#### EXERCISE BRIEF:
For the listing below, report all lines that hold the word "bubble".

══ DATA ══

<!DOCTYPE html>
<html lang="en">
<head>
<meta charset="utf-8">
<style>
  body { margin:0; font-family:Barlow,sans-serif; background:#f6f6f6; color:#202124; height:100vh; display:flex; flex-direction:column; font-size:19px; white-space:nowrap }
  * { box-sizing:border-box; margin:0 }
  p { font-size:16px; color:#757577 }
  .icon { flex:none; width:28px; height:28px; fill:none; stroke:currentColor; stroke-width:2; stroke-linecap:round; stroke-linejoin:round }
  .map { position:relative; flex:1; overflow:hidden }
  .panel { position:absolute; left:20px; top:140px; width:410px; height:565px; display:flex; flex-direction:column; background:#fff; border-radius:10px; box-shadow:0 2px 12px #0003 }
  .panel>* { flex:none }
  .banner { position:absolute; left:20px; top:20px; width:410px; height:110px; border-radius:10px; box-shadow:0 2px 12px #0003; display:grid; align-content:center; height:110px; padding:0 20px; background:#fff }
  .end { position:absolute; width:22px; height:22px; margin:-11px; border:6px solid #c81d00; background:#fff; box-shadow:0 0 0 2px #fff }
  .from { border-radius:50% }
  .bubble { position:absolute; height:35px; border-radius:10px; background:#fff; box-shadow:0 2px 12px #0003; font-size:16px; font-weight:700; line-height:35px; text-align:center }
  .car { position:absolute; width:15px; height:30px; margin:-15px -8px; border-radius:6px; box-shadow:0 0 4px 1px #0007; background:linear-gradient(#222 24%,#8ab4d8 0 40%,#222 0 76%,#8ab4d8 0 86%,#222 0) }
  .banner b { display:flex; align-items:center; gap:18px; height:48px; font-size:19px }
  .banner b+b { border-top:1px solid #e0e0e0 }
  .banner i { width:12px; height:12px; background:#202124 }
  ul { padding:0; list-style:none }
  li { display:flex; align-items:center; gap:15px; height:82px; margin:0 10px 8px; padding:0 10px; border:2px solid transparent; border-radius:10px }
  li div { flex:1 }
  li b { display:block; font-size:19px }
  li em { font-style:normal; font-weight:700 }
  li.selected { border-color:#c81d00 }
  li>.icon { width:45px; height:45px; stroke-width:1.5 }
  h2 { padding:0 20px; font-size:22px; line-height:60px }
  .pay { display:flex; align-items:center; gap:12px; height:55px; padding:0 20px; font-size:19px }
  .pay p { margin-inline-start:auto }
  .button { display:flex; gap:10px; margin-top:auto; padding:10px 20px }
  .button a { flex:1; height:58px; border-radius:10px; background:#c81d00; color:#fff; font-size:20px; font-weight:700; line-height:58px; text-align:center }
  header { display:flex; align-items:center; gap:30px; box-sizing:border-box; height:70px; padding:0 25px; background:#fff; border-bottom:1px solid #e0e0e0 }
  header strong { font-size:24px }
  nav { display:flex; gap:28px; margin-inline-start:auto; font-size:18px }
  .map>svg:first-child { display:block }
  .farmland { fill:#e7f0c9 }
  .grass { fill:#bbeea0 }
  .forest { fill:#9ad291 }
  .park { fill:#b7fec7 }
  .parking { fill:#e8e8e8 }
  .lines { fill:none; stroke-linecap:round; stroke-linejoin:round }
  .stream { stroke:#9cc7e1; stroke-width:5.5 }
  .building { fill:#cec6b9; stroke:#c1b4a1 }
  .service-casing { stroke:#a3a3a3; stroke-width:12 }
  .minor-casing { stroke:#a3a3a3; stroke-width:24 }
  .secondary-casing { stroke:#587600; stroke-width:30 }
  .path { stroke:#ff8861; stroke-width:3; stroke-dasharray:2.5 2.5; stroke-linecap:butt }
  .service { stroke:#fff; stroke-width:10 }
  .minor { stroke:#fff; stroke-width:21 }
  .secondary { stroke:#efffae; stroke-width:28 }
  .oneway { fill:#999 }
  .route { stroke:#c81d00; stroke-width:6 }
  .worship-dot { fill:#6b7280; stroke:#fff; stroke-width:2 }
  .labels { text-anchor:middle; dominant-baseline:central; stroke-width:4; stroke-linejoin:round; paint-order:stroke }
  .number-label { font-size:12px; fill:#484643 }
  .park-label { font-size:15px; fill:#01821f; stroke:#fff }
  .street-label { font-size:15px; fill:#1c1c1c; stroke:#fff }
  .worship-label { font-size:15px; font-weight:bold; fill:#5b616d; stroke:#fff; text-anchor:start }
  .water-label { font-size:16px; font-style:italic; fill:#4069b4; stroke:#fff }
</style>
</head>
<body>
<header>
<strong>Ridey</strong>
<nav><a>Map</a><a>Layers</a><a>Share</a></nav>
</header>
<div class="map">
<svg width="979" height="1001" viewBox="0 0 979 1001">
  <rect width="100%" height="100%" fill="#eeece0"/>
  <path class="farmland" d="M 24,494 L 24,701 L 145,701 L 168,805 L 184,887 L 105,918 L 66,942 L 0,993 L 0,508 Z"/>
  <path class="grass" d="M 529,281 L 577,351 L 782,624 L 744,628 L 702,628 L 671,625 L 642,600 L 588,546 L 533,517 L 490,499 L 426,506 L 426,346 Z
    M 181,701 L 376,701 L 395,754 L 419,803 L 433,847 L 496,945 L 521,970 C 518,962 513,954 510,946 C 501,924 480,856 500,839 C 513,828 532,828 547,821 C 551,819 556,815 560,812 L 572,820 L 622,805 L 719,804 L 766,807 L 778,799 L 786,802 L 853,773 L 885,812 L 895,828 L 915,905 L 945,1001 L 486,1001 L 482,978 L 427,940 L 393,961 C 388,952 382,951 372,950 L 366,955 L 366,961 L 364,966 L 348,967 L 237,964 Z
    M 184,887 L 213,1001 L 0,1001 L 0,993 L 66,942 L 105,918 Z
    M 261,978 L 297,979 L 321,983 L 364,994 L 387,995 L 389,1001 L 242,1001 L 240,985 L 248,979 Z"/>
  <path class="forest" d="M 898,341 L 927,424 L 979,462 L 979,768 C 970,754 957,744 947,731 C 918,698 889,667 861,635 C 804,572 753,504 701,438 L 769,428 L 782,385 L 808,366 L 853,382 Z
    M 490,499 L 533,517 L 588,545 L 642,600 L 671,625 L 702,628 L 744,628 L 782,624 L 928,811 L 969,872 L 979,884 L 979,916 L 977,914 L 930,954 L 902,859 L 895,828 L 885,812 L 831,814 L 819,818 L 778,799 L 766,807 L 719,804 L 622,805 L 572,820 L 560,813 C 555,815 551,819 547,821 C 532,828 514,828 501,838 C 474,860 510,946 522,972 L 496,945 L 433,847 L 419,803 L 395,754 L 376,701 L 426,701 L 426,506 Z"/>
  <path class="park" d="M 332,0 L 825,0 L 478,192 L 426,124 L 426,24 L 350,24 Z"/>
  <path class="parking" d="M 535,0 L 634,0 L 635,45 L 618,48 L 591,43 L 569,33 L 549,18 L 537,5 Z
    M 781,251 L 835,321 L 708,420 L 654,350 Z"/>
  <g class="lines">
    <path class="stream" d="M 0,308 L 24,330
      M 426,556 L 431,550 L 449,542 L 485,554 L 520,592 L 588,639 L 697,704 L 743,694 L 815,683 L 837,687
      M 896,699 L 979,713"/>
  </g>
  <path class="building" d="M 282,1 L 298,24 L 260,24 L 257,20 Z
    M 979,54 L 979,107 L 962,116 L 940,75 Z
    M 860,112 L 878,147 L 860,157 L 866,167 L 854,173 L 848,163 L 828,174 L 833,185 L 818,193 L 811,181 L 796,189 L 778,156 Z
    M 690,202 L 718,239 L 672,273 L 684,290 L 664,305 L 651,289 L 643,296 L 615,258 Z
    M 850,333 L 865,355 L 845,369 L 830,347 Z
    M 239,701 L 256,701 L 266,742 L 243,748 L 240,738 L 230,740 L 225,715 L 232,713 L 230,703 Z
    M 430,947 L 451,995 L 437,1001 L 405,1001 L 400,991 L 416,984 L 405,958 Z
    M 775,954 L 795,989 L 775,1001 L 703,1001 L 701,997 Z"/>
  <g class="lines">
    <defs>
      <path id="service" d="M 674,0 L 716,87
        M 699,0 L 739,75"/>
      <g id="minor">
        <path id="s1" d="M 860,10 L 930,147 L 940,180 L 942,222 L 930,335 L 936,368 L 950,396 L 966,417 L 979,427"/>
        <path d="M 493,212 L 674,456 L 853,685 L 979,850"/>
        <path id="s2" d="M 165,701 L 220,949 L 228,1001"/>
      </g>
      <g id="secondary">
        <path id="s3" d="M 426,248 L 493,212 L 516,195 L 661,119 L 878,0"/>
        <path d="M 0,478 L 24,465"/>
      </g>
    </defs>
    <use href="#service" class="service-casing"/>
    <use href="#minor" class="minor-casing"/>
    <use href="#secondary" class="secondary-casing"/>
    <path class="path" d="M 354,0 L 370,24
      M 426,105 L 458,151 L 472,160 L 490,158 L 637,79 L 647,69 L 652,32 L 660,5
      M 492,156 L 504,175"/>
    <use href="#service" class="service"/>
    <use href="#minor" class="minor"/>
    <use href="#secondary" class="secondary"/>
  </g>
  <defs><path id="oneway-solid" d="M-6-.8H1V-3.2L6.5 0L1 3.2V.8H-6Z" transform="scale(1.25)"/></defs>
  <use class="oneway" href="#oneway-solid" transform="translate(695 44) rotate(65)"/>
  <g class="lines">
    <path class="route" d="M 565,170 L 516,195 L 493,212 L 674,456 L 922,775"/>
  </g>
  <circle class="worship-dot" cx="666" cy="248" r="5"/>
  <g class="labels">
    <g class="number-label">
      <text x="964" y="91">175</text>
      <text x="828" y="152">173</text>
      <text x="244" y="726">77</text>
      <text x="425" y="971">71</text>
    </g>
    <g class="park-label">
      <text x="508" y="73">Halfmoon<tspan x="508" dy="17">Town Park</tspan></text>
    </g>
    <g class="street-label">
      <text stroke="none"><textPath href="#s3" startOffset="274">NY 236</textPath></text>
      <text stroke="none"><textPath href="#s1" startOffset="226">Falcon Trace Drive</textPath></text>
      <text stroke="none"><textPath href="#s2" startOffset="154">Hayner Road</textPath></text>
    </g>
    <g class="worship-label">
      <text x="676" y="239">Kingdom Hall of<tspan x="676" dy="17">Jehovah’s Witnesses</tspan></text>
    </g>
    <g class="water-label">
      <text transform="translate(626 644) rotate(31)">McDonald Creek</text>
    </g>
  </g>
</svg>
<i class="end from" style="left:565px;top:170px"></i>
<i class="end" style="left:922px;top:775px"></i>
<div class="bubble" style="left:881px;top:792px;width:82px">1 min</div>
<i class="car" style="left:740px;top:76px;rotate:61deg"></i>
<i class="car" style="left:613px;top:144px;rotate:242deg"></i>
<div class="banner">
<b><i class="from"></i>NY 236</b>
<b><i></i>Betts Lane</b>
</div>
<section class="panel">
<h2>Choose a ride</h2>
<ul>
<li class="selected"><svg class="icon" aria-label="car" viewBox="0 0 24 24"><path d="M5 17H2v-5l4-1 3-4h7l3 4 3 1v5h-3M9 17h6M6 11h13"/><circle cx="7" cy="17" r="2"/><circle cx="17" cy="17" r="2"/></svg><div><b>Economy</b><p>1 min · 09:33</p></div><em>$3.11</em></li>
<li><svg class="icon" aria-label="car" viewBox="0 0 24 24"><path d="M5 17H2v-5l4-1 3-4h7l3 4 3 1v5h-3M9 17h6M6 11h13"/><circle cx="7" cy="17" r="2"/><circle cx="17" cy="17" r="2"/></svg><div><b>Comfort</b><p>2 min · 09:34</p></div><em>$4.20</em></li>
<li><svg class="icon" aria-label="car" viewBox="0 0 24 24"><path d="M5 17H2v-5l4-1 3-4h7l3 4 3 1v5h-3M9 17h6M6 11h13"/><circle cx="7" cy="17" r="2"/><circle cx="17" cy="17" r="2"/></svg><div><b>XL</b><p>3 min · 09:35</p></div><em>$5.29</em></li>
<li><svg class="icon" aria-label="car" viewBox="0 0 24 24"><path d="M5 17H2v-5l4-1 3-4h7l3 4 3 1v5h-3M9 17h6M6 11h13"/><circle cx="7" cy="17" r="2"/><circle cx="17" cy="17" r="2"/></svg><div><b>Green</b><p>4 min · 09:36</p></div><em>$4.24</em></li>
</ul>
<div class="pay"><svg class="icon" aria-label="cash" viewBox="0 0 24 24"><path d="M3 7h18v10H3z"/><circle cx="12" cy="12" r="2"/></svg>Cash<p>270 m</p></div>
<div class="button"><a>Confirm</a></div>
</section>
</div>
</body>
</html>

═══
══ DATA ══

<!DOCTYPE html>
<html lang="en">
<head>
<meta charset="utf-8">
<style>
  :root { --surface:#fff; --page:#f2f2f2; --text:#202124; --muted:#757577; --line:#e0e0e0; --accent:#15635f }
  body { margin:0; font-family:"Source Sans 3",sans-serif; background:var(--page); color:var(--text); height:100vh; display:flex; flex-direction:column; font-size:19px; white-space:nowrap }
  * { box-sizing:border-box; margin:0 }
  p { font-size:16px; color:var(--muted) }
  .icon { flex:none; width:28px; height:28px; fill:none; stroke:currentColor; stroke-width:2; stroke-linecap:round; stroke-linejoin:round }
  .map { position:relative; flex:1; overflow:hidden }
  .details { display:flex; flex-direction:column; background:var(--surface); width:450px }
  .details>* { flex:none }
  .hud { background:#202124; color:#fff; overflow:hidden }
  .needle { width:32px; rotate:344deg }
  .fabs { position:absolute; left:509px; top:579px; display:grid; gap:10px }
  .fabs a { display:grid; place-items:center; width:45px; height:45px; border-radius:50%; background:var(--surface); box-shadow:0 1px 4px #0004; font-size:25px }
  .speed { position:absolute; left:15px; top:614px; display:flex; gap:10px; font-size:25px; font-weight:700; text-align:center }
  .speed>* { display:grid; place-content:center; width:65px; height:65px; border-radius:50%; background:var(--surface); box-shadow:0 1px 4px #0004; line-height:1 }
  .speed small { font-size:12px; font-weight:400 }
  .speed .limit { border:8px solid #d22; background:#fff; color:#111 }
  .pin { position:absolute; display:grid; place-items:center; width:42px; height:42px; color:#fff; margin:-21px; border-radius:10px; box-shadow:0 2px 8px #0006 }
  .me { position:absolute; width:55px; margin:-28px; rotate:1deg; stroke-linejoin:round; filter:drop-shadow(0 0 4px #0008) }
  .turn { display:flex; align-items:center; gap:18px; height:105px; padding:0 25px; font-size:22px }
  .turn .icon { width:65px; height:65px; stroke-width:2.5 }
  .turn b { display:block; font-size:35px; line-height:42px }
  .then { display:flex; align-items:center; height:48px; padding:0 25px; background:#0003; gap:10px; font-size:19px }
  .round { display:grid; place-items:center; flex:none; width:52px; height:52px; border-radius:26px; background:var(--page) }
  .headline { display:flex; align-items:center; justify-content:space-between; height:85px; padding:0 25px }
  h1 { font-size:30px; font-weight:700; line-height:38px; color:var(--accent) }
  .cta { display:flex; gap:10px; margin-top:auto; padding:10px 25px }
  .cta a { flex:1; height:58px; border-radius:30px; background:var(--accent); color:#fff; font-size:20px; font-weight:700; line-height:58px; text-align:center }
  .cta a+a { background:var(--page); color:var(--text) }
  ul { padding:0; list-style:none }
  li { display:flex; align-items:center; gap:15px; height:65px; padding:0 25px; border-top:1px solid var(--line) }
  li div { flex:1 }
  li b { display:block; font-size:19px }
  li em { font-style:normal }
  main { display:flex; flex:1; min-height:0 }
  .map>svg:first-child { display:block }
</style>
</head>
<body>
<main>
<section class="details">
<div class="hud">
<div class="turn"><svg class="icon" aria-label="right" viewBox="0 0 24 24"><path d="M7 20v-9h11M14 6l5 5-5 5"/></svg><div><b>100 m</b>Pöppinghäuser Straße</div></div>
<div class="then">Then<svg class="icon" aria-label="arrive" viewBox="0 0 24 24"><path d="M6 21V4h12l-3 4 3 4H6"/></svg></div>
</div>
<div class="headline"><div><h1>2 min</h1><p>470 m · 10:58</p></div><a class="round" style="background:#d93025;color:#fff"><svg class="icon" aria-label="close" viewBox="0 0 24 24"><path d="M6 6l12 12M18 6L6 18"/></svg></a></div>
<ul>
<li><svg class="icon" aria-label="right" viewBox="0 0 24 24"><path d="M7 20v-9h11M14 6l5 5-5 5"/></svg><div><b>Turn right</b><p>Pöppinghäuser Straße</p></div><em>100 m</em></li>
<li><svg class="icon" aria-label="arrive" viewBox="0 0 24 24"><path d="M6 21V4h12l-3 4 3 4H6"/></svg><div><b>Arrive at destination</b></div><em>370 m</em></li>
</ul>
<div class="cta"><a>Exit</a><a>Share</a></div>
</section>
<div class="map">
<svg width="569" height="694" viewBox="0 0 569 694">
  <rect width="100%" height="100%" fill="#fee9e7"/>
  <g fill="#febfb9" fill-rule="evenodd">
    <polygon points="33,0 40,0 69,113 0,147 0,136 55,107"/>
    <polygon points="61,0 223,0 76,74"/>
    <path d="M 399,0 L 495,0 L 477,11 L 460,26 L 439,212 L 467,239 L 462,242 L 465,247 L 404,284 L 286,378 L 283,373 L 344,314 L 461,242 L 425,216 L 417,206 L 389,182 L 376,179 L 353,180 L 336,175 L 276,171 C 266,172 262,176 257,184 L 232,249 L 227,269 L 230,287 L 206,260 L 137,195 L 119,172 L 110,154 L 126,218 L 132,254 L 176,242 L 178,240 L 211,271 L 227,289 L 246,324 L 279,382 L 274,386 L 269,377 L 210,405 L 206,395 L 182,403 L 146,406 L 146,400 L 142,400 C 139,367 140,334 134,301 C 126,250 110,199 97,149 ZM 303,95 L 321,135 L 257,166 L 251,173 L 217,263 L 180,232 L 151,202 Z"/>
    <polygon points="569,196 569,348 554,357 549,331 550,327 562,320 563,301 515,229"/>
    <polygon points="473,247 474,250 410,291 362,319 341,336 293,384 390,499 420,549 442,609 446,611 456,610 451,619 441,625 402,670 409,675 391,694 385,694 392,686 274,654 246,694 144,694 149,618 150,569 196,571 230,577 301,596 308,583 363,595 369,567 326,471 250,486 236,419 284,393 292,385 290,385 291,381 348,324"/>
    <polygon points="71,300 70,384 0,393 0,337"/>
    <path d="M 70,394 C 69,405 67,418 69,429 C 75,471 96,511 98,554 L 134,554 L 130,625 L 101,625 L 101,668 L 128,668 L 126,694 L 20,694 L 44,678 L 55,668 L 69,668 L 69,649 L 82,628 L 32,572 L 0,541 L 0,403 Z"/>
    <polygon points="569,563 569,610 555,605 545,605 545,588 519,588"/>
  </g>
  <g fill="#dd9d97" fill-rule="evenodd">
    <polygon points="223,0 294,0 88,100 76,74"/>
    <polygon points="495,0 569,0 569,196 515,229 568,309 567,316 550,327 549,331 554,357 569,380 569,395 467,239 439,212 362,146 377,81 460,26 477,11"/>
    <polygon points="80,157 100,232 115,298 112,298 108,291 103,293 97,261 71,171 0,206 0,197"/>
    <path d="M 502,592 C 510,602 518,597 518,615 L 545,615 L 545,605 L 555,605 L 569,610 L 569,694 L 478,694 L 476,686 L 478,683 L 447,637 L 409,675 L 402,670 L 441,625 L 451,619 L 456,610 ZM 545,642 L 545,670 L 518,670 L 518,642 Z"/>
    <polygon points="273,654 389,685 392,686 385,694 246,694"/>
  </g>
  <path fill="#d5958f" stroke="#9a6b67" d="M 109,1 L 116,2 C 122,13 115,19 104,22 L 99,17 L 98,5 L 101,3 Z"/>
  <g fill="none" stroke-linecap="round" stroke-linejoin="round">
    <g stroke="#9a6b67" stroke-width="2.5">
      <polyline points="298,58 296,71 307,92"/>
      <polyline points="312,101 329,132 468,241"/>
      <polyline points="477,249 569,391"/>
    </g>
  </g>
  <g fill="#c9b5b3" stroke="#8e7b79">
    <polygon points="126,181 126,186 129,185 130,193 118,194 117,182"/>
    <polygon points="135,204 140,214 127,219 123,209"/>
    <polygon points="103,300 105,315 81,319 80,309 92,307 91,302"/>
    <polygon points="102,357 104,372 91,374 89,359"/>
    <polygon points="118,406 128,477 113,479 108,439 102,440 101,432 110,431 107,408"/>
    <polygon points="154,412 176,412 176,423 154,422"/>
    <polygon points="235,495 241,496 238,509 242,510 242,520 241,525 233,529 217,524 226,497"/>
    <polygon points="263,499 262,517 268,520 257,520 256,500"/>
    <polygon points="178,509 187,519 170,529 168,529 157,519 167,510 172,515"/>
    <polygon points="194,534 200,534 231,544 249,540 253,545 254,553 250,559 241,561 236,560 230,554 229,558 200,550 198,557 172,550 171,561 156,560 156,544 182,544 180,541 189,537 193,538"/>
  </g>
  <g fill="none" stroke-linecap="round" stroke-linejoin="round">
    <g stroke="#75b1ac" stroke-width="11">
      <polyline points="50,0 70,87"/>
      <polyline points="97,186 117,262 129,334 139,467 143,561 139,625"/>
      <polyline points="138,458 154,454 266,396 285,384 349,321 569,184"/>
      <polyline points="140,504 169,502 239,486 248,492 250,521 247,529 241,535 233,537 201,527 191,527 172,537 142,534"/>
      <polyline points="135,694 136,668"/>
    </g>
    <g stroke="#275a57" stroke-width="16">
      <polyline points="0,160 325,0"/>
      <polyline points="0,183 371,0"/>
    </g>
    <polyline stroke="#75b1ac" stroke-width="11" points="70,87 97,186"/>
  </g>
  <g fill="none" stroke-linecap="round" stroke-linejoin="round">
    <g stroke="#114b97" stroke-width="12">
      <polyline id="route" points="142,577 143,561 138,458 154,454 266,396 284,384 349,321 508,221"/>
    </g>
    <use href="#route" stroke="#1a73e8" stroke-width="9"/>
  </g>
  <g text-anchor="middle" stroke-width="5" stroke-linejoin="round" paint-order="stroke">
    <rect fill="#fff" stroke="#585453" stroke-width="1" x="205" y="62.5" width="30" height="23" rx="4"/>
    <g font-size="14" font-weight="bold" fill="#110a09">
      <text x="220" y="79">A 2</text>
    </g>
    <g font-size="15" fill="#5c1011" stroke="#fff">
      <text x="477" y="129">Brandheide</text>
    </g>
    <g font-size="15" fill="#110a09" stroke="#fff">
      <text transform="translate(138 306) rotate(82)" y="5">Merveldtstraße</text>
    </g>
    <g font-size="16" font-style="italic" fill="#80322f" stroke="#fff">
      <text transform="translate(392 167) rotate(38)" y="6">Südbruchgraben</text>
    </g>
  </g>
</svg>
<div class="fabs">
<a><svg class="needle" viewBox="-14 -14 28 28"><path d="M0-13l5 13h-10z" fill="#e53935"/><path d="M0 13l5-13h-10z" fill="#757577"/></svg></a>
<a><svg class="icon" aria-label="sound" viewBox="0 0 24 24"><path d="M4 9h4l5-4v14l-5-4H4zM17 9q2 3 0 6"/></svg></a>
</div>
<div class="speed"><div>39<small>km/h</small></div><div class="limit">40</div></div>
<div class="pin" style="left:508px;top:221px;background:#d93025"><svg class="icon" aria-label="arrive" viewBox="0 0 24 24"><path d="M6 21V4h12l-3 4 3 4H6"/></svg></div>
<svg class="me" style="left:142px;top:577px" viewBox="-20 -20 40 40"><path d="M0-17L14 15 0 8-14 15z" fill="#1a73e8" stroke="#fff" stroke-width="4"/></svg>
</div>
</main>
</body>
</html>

═══

#### ANSWER:
  .bubble { position:absolute; height:35px; border-radius:10px; background:#fff; box-shadow:0 2px 12px #0003; font-size:16px; font-weight:700; line-height:35px; text-align:center }
<div class="bubble" style="left:881px;top:792px;width:82px">1 min</div>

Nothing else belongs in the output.